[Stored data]
────────────────────

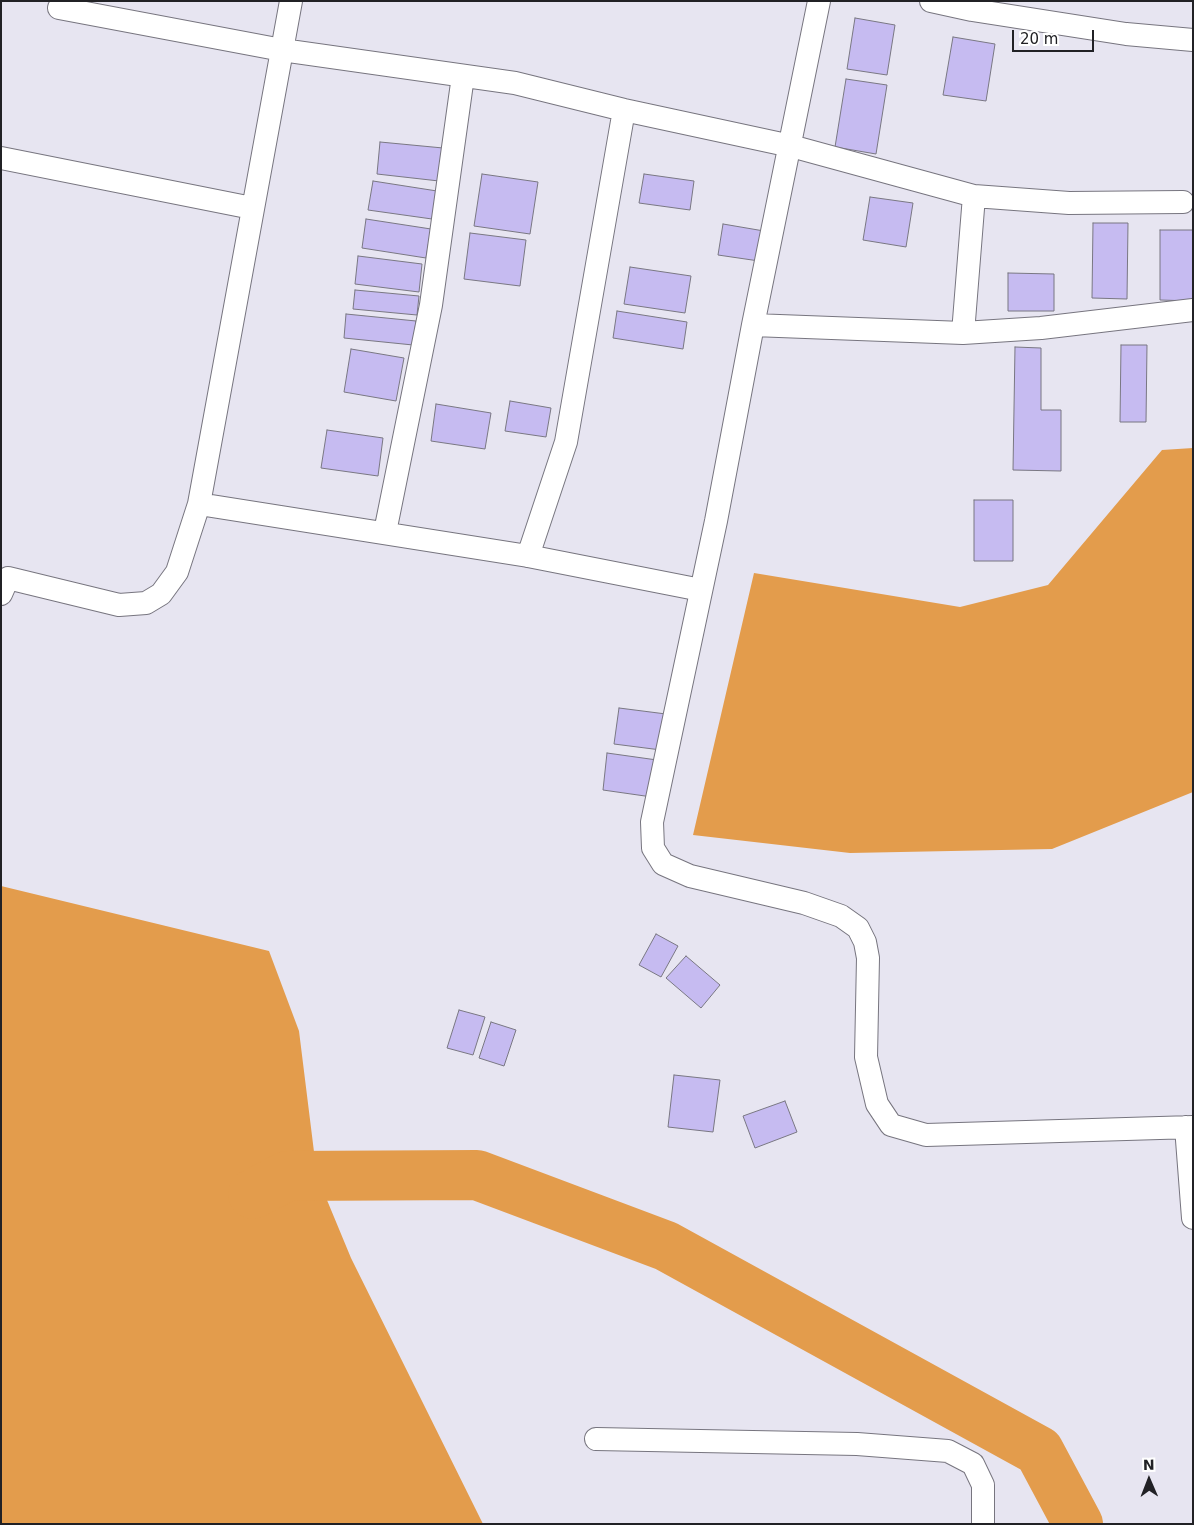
<!DOCTYPE html>
<style>
body{margin:0}
#map{position:relative;width:1194px;height:1525px;overflow:hidden;background:#e7e5f1;font-family:"DejaVu Sans",sans-serif}
canvas{display:block}
.frame{position:absolute;inset:0;border:2px solid #212125;pointer-events:none}
.north{position:absolute;left:1124px;top:1455px;width:50px;height:50px;-webkit-text-stroke:4px #fff;paint-order:stroke;rotate:359deg;font-size:14px;font-weight:700;line-height:20px;text-align:center;color:#212125}
.north::after{content:'';display:block;margin:auto;width:18px;height:22px;background:#212125;clip-path:polygon(50% 0,100% 100%,50% 72%,0 100%)}
.scale{position:absolute;left:1012px;top:30px;width:82px;height:22px;box-sizing:border-box;border:2px solid #212125;border-top:0;padding-left:6px;font-size:15px;line-height:18px;white-space:nowrap;color:#212125;-webkit-text-stroke:4px #fff;paint-order:stroke}
</style>
<div id="map">
<canvas width="1194" height="1525"></canvas>
<div class="frame"></div>
<div class="north">N</div>
<div class="scale">20 m</div>
</div>
<script>
const c = document.querySelector('canvas').getContext('2d');
c.lineJoin = 'round';
function paint(path, color) { c.fillStyle = color; c.fill(path, 'evenodd'); }
const poly = rows => new Path2D(rows.map(r => 'M' + r).join(''));
function stroke(path, color, width, dash) { c.strokeStyle = color; c.lineWidth = width; c.lineCap = dash ? 'butt' : 'round'; c.setLineDash(dash || []); c.stroke(path); }
paint(poly([
 [1193,448,1193,792,1052,849,850,853,693,835,754,573,960,607,1048,585,1162,450],
 [1,886,269,951,299,1031,317,1176,351,1258,483,1524,1,1524]
]), '#e39c4c');
stroke(poly([
 [253,1194,287,1176,477,1175,666,1246,1039,1451,1078,1524]
]), '#e39c4c', 50);
const building = poly([
 [855,18,895,25,887,75,847,69,855,18],
 [953,37,995,44,986,101,943,95,953,37],
 [846,79,887,85,876,154,835,147,846,79],
 [380,142,443,148,439,181,377,174,380,142],
 [482,174,538,182,530,234,474,226,482,174],
 [644,174,694,181,690,210,639,203,644,174],
 [373,181,437,191,432,219,368,210,373,181],
 [870,197,913,203,906,247,863,240,870,197],
 [366,219,431,229,426,258,362,248,366,219],
 [1093,223,1128,223,1127,299,1092,298,1093,223],
 [723,224,764,231,759,261,718,255,723,224],
 [1160,230,1193,230,1193,301,1160,300,1160,230],
 [470,233,526,240,520,286,464,279,470,233],
 [358,256,422,264,419,292,355,284,358,256],
 [630,267,691,276,685,313,624,304,630,267],
 [1008,273,1054,274,1054,311,1008,311,1008,273],
 [355,290,419,296,417,315,353,309,355,290],
 [617,311,687,322,683,349,613,338,617,311],
 [346,314,416,321,413,345,344,338,346,314],
 [1121,345,1147,345,1146,422,1120,422,1121,345],
 [1015,347,1041,348,1041,410,1061,410,1061,471,1013,470,1015,347],
 [351,349,404,358,396,401,344,392,351,349],
 [510,401,551,408,546,437,505,431,510,401],
 [436,404,491,413,485,449,431,441,436,404],
 [327,430,383,438,378,476,321,468,327,430],
 [974,500,1013,500,1013,561,974,561,974,500],
 [619,708,666,714,661,750,614,744,619,708],
 [607,753,657,760,652,797,603,790,607,753],
 [656,934,678,946,661,977,639,965,656,934],
 [686,956,720,985,701,1008,666,978,686,956],
 [459,1010,485,1017,473,1055,447,1048,459,1010],
 [491,1022,516,1030,504,1066,479,1058,491,1022],
 [674,1075,720,1080,713,1132,668,1127,674,1075],
 [785,1101,797,1132,755,1148,743,1116,785,1101]
]);
paint(building, '#c6bbf1');
stroke(building, '#797782', 1);
const minor = poly([
 [819,1,753,325,716,521,652,822,653,848,663,864,690,876,804,903,841,916,858,928,865,942,868,958,866,1057,877,1104,891,1125,926,1135,1193,1127],
 [931,1,972,10,1126,34,1193,40],
 [59,8,282,50,515,83,624,110,791,146,974,196,1069,203,1183,202],
 [1,158,252,208],
 [753,325,963,333,1041,328,1193,310],
 [963,333,974,196],
 [199,504,528,556,701,590],
 [385,532,431,305,463,76],
 [528,556,566,442,624,110],
 [1,594,8,578,119,605,146,603,161,594,177,572,199,504,291,1],
 [1186,1127,1193,1218],
 [596,1439,857,1444,948,1451,973,1464,983,1485,983,1524]
]);
stroke(minor, '#77757f', 24);
stroke(minor, '#fff', 22);
</script>
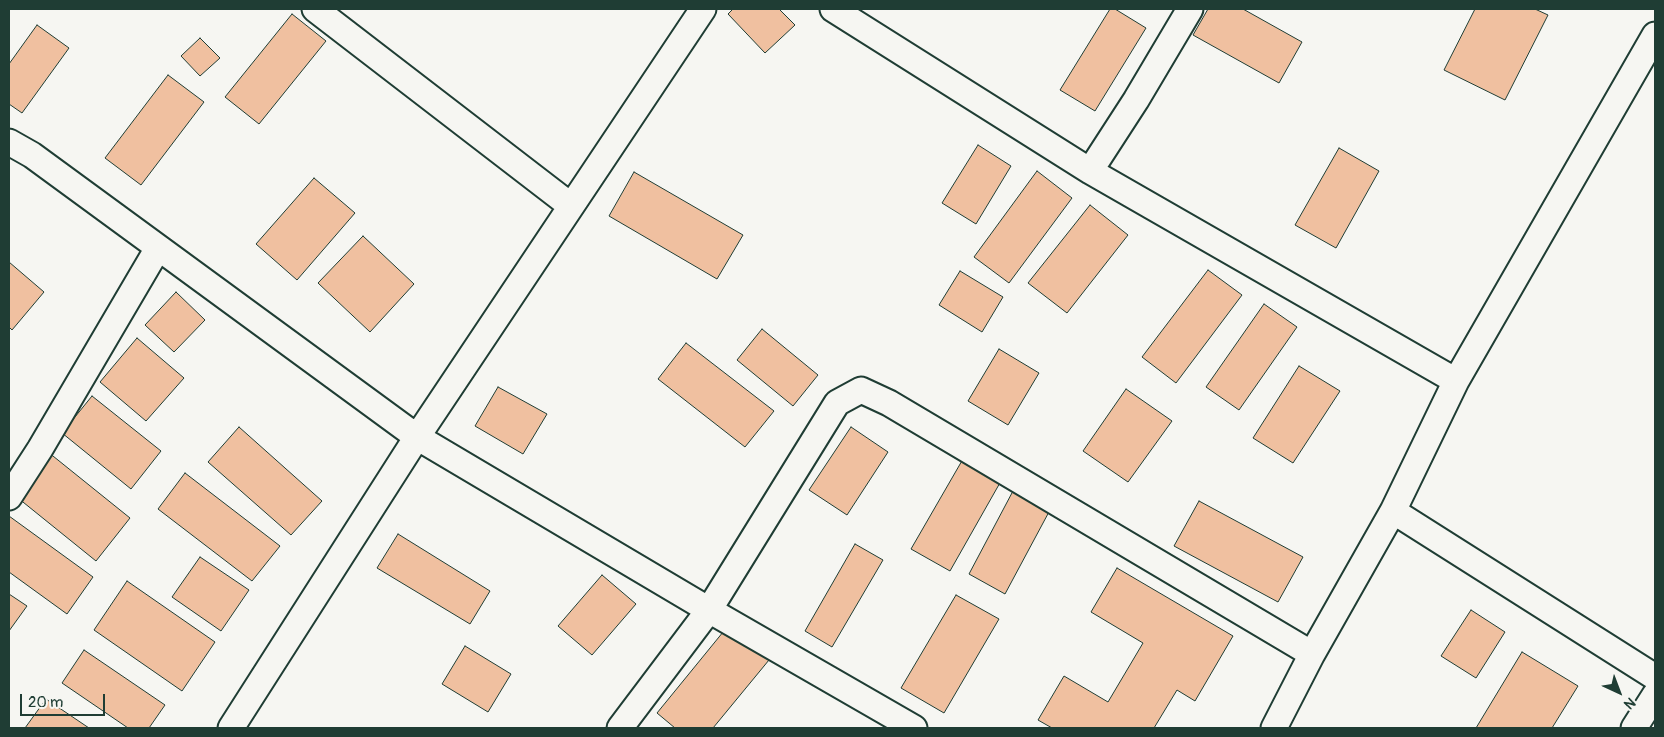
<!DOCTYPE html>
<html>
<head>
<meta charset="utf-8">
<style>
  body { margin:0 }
  #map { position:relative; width:1664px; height:737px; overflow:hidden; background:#f6f6f2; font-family:Pangolin,sans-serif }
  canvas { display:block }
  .frame { position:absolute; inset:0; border:10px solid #1f3d34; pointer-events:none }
  .north { position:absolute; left:1594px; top:667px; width:50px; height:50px; -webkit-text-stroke:4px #f6f6f2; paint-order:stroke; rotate:137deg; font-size:14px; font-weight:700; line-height:20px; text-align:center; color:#1f3d34 }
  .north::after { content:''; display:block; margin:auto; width:18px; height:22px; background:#1f3d34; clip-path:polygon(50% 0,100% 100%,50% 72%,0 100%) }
  .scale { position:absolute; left:20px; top:694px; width:85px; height:22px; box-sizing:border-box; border:2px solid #1f3d34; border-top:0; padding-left:6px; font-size:15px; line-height:18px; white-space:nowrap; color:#1f3d34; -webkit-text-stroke:4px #f6f6f2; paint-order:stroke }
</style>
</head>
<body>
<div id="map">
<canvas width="1664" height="737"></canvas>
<div class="frame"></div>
<div class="north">N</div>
<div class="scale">20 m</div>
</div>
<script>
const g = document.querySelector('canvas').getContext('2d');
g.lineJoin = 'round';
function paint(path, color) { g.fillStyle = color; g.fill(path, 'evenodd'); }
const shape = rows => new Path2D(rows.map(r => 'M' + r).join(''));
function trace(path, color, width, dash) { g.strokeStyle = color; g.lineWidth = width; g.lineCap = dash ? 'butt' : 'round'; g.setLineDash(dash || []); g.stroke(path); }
const building = shape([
  [733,9,779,9,795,25,765,53,728,14,733,9],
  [1110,9,1115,9,1146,28,1095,111,1060,90,1110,9],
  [1208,9,1243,9,1302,42,1279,83,1193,35,1208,9],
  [1475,9,1535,9,1548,15,1505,100,1444,70,1475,9],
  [292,14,326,41,259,124,225,97,292,14],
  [37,25,69,48,22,113,9,104,9,64,37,25],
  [200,38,220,58,200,76,181,56,200,38],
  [168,75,204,102,141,185,105,158,168,75],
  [978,145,1011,166,976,224,942,203,978,145],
  [1339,148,1379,171,1336,248,1295,225,1339,148],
  [1037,171,1072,198,1009,283,974,257,1037,171],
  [634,172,743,235,717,279,609,216,634,172],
  [314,178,355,213,297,280,256,244,314,178],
  [1090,205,1128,235,1067,313,1028,283,1090,205],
  [363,236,414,284,370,332,318,283,363,236],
  [9,262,44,292,12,330,9,327,9,262],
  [1208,270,1242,295,1176,383,1142,357,1208,270],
  [960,271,1003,297,982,332,939,305,960,271],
  [176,292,205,320,174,352,145,325,176,292],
  [1264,304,1297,327,1239,410,1206,387,1264,304],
  [762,329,818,375,793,406,737,360,762,329],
  [137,338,184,378,146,421,100,382,137,338],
  [686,343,774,411,745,447,658,379,686,343],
  [999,349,1039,373,1008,425,968,401,999,349],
  [1299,366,1340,391,1293,463,1253,438,1299,366],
  [498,387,547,414,523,454,475,426,498,387],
  [1126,389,1172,421,1128,482,1083,451,1126,389],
  [92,396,161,451,131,489,62,433,92,396],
  [239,427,322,501,291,535,208,462,239,427],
  [851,427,888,452,847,515,809,490,851,427],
  [48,452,130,518,96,561,13,494,48,452],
  [963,459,1001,481,950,571,911,549,963,459],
  [185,473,280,546,252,581,158,509,185,473],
  [1013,491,1050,510,1005,594,969,574,1013,491],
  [1199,501,1303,557,1278,602,1174,546,1199,501],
  [9,516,93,577,67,614,9,572,9,516],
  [398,534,490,591,470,624,377,568,398,534],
  [855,544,883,560,832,647,805,631,855,544],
  [200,557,249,590,221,631,172,597,200,557],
  [1117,568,1233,636,1195,701,1177,690,1154,728,1052,728,1038,720,1064,676,1108,702,1143,643,1091,612,1117,568],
  [602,575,636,604,592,655,558,626,602,575],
  [127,581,215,642,182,691,94,630,127,581],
  [9,594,27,606,9,631,9,594],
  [956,595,999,619,944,713,901,688,956,595],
  [1471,610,1505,632,1476,678,1441,656,1471,610],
  [728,626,769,660,713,728,675,728,657,713,728,626],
  [465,646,511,674,488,712,442,684,465,646],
  [84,650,165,705,149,728,128,728,62,683,84,650],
  [1522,652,1578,686,1552,728,1476,728,1522,652],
  [46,699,89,728,25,728,46,699]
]);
paint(building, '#f0c0a0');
trace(building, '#1f3d34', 1);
const minor = shape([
  [315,9,571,206],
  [833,9,1090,171,1456,381],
  [9,142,32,155,417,437,709,610,914,728],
  [1090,171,1136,100,1190,9],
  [9,497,40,449,158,248],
  [1393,511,1655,677],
  [231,728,417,437,703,9],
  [620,728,709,610,837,403,861,390,889,403,1312,654],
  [1274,728,1312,654,1393,511,1456,381,1655,35],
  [1634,728,1655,695]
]);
trace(minor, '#1f3d34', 29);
trace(minor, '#f6f6f2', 25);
</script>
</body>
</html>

────────────────────

Using the data above, repeat exactly the lines that begin at the line with "g.lineJoin = 'round';" and end at the line with "const shape = rows", both ends included.

- EXERCISE RESPONSE:
g.lineJoin = 'round';
function paint(path, color) { g.fillStyle = color; g.fill(path, 'evenodd'); }
const shape = rows => new Path2D(rows.map(r => 'M' + r).join(''));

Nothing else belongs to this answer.